PROBLEM STATEMENT
Up to and including the line containing "position:absolute; left:14px; top:2001px;", set down each line of the entries below exactly, starting from the first, and leave out the rest.

(Records from a dataset)
--- START ---

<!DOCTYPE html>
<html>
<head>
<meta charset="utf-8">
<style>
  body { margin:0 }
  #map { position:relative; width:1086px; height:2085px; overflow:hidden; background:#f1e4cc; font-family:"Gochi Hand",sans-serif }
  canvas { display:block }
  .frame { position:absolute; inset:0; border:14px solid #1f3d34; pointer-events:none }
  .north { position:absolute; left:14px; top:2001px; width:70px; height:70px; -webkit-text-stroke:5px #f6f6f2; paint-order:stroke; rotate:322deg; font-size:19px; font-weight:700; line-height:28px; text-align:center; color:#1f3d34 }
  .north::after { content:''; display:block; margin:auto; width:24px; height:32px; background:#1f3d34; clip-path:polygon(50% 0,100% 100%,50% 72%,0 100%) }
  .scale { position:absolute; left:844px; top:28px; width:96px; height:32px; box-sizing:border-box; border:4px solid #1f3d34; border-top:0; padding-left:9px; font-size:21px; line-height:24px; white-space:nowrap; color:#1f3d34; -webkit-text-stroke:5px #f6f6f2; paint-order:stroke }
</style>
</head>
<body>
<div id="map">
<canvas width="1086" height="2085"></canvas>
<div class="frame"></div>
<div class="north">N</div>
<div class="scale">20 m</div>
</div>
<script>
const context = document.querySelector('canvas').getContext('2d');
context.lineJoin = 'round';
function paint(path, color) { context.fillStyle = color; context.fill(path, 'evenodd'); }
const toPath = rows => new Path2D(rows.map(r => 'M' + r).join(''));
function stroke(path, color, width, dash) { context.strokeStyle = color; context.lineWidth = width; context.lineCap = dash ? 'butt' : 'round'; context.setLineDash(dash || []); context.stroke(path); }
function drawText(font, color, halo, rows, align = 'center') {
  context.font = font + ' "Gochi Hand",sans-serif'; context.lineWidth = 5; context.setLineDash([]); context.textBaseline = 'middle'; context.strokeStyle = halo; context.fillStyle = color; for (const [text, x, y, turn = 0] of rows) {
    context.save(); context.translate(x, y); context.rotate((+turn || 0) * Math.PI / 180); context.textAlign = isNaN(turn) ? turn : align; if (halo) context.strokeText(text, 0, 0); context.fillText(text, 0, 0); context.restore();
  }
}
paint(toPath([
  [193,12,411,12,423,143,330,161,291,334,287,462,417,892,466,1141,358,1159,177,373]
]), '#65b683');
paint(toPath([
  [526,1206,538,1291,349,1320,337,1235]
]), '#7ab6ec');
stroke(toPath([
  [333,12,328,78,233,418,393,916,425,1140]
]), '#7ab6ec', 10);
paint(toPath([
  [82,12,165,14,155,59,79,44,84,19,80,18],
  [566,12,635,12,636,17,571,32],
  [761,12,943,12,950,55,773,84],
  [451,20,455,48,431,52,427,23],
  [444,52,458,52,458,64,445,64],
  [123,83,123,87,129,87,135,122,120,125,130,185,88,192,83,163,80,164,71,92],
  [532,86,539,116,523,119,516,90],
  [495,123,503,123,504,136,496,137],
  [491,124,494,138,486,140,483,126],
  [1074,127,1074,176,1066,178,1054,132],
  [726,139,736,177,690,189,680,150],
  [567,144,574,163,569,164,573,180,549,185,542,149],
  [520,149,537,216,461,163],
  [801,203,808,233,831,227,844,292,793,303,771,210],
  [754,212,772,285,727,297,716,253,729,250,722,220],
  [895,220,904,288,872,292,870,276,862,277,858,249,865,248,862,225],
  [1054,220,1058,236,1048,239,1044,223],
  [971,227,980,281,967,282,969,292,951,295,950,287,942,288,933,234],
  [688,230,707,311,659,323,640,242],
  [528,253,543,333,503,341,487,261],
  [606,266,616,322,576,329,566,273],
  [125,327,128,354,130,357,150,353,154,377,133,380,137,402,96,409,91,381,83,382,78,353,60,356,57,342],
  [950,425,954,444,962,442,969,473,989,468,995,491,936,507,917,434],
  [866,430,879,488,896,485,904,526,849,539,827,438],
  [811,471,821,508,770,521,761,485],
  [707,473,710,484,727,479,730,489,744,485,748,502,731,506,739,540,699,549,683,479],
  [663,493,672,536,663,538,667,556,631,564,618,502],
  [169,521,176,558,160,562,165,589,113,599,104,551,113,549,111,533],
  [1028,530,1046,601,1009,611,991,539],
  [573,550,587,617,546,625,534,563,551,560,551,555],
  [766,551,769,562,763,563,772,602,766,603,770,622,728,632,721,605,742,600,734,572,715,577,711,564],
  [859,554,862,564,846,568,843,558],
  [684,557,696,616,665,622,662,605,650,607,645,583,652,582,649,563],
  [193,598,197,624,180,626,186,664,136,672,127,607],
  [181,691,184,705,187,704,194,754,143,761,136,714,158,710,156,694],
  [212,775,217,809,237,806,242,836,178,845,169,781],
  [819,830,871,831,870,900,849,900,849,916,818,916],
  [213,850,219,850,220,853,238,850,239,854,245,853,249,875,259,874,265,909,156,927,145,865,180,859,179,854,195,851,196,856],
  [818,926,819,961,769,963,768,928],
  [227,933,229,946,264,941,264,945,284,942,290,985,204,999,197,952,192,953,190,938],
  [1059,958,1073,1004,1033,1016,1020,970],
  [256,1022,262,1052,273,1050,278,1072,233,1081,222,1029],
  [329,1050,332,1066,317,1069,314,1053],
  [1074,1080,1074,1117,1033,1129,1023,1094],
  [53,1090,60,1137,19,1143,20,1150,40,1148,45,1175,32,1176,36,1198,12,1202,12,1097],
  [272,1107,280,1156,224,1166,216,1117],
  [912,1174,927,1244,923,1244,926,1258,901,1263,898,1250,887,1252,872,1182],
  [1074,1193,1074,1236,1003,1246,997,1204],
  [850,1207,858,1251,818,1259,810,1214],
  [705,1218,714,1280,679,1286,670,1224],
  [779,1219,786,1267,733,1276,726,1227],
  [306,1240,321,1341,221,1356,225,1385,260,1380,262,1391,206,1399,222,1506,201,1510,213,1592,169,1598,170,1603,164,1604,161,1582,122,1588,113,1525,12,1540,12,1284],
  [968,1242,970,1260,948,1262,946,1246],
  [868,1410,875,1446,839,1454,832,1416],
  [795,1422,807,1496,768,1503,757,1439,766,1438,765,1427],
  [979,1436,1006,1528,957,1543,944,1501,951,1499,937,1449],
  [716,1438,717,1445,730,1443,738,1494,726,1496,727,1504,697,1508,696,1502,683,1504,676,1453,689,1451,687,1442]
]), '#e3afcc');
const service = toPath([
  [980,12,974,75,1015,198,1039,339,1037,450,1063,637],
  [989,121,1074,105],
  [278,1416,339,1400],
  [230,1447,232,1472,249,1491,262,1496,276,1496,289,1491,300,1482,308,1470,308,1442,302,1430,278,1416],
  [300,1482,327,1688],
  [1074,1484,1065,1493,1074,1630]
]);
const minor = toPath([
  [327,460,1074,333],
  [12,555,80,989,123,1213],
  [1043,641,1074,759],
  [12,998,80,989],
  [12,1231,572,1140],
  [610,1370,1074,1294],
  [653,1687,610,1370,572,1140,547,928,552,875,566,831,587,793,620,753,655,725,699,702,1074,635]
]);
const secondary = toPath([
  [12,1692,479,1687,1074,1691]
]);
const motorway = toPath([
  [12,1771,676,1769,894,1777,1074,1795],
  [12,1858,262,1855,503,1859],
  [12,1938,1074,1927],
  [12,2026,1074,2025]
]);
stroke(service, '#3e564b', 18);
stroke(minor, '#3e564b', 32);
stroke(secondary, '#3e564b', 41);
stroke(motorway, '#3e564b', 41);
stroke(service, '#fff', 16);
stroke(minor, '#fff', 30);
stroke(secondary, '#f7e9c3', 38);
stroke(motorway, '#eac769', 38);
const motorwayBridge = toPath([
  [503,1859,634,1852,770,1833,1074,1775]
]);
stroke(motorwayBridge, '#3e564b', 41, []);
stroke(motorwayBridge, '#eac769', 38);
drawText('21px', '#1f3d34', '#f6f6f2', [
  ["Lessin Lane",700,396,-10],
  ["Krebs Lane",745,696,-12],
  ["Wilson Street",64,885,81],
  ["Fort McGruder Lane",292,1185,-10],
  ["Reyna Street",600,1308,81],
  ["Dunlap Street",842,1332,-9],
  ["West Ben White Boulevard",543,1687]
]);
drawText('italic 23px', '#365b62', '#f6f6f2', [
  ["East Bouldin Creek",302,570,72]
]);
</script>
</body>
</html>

--- END ---

TASK ANSWER
<!DOCTYPE html>
<html>
<head>
<meta charset="utf-8">
<style>
  body { margin:0 }
  #map { position:relative; width:1086px; height:2085px; overflow:hidden; background:#f1e4cc; font-family:"Gochi Hand",sans-serif }
  canvas { display:block }
  .frame { position:absolute; inset:0; border:14px solid #1f3d34; pointer-events:none }
  .north { position:absolute; left:14px; top:2001px; width:70px; height:70px; -webkit-text-stroke:5px #f6f6f2; paint-order:stroke; rotate:322deg; font-size:19px; font-weight:700; line-height:28px; text-align:center; color:#1f3d34 }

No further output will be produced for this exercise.